Yes, Mood Music is a compelling play, that positively sings with great lines and throws Cat’s raw idealism against Bernard’s manipulative pragmatism. Despite the mess of emotion what comes across strongly is the power of music to inspire both creatives and fans. But although the play is constantly inventive, it does run out of invention towards its end, and the inclusion of an irritating 20-minute interval in a two-hour play definitely results in a pressure drop. Likewise, shouldn’t a story about music have just a bit more, er, music in it? Although the dialogues are a bit circular, with the therapy a bit inconclusive, there is also a sense of repetition, as if the needle occasionally gets stuck in a groove. Still, right at the end, the emotional volume does picks up.

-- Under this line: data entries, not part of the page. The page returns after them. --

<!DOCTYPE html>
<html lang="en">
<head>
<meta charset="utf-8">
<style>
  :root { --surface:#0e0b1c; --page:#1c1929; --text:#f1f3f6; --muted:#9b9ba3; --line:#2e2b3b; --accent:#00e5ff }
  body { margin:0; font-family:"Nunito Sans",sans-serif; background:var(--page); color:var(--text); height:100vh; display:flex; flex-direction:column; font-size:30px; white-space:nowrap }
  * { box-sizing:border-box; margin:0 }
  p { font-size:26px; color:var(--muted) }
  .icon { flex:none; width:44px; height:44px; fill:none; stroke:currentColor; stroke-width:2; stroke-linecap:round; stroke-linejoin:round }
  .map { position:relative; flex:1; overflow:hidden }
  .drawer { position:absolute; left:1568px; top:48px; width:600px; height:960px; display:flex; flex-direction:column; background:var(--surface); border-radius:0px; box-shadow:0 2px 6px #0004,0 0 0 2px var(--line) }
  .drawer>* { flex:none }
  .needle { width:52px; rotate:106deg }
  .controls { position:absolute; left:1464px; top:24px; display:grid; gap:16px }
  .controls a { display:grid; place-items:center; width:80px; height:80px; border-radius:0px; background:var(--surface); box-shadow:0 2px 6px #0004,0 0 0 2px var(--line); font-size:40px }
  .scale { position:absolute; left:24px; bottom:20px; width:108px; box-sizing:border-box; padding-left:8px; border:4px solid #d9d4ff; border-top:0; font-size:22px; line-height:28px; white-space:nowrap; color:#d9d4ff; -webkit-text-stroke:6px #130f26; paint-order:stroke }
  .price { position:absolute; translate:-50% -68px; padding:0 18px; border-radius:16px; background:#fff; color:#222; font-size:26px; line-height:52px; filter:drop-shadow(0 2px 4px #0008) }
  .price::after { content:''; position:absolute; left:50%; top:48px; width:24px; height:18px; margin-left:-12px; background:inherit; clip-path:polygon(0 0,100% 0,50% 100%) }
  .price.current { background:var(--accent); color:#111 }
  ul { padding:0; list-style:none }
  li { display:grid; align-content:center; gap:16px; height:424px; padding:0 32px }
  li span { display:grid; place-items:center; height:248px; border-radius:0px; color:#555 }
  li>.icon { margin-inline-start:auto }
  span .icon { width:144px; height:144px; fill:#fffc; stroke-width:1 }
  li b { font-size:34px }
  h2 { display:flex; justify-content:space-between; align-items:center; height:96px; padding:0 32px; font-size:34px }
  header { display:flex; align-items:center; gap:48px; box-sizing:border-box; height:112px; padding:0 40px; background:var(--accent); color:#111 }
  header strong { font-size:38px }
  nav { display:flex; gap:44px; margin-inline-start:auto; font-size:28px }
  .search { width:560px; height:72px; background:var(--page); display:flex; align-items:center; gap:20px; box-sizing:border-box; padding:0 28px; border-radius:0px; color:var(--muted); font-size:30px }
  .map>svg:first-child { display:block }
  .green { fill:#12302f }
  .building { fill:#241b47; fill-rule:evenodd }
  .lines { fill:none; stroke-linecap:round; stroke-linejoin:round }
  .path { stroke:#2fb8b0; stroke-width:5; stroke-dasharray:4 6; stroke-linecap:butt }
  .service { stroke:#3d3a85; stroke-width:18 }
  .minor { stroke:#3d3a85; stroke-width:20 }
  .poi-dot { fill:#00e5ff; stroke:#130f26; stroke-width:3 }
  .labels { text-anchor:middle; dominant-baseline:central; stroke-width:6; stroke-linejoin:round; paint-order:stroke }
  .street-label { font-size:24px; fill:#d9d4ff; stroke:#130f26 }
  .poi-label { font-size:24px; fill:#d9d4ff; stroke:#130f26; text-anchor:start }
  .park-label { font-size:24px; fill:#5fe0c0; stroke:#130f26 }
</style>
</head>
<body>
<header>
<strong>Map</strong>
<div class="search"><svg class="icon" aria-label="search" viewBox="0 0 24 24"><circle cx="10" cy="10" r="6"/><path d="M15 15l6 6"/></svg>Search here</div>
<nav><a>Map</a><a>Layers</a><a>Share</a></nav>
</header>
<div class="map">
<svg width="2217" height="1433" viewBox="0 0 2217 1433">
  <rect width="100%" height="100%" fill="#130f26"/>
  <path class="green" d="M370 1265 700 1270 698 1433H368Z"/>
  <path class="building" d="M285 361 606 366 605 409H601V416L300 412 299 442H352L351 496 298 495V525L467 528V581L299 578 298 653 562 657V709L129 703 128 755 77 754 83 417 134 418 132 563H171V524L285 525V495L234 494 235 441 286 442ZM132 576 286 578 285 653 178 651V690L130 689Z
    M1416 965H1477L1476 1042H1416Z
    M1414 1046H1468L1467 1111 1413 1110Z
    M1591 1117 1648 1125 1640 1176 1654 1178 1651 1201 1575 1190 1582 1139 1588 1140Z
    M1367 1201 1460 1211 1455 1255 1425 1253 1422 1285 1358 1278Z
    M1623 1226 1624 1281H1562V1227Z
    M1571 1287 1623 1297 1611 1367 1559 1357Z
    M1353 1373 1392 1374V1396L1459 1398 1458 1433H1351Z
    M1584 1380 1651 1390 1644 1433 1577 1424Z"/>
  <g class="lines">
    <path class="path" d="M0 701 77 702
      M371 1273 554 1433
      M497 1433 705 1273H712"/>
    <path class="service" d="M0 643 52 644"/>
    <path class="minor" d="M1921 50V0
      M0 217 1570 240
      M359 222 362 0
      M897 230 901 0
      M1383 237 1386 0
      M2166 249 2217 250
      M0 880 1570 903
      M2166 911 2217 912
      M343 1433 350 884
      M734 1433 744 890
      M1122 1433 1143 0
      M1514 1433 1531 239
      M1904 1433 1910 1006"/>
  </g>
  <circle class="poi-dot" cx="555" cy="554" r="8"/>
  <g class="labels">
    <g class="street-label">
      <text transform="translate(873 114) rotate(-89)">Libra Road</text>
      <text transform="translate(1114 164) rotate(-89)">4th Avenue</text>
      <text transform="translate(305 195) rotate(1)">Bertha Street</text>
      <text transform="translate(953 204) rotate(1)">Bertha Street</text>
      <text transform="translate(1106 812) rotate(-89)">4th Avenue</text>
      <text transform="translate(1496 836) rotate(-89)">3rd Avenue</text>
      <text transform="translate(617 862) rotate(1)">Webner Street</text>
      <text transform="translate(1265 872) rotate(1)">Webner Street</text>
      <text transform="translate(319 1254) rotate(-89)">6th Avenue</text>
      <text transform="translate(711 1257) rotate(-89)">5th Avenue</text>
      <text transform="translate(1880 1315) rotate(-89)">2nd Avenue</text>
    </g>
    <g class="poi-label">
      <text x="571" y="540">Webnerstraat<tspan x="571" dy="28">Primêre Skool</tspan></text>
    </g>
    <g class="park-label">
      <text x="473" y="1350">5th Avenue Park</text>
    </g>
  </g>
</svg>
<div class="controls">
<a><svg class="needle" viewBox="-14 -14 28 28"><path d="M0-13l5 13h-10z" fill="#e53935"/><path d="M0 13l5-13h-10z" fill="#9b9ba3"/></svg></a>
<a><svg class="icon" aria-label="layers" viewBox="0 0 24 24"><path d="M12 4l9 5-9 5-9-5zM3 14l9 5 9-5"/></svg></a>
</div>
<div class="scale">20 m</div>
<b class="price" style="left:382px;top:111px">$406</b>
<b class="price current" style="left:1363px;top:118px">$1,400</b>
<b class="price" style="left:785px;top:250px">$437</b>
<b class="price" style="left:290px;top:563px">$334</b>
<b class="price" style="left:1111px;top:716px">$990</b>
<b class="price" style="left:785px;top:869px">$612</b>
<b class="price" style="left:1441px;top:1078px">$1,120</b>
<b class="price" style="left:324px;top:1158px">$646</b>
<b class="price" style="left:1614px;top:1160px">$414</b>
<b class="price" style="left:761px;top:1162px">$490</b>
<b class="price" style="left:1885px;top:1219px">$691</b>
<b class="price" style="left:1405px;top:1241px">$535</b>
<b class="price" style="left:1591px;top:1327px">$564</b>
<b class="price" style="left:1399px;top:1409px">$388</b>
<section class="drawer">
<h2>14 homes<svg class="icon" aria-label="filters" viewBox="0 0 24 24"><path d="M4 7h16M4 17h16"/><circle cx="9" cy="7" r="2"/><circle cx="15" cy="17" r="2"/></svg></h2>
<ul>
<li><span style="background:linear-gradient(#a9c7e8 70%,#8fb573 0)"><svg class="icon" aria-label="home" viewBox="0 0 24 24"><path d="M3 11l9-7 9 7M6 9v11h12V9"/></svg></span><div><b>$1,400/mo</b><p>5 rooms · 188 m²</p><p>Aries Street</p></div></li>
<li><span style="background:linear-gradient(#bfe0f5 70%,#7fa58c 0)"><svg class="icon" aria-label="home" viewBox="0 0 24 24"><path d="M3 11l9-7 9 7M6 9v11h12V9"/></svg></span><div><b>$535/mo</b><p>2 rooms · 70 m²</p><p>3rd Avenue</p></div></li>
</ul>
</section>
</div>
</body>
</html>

Top director Roger Michell orchestrates a pitch-perfect cast on Hildegard Bechtler’s bare studio set, with its guitars, keyboards, drum kit, chairs and its quiet cacophony of dangling mics. Ben Chaplin’s charismatic Bernard is all charm and repressed feeling, occasionally boyish, sometimes reptilian, which contrasts beautifully with Seána Kerslake’s more demonstrative, yet equally magnetic, stage presence. She oozes talent, but with visible cracks in her funky facade. As the humanistic therapists and opportunistic lawyers, Jemma Redgrave (Vanessa), Pip Carter (Ramsey) and Kurt Egyiawan (Miles) provide suitably restrained support for the clash of artistic titans, while Neil Stuke (a very hip Seymour) gets a few solo riffs of his own. A powerful journey into the dark heart of music-making — and surely a candidate for best play of the year.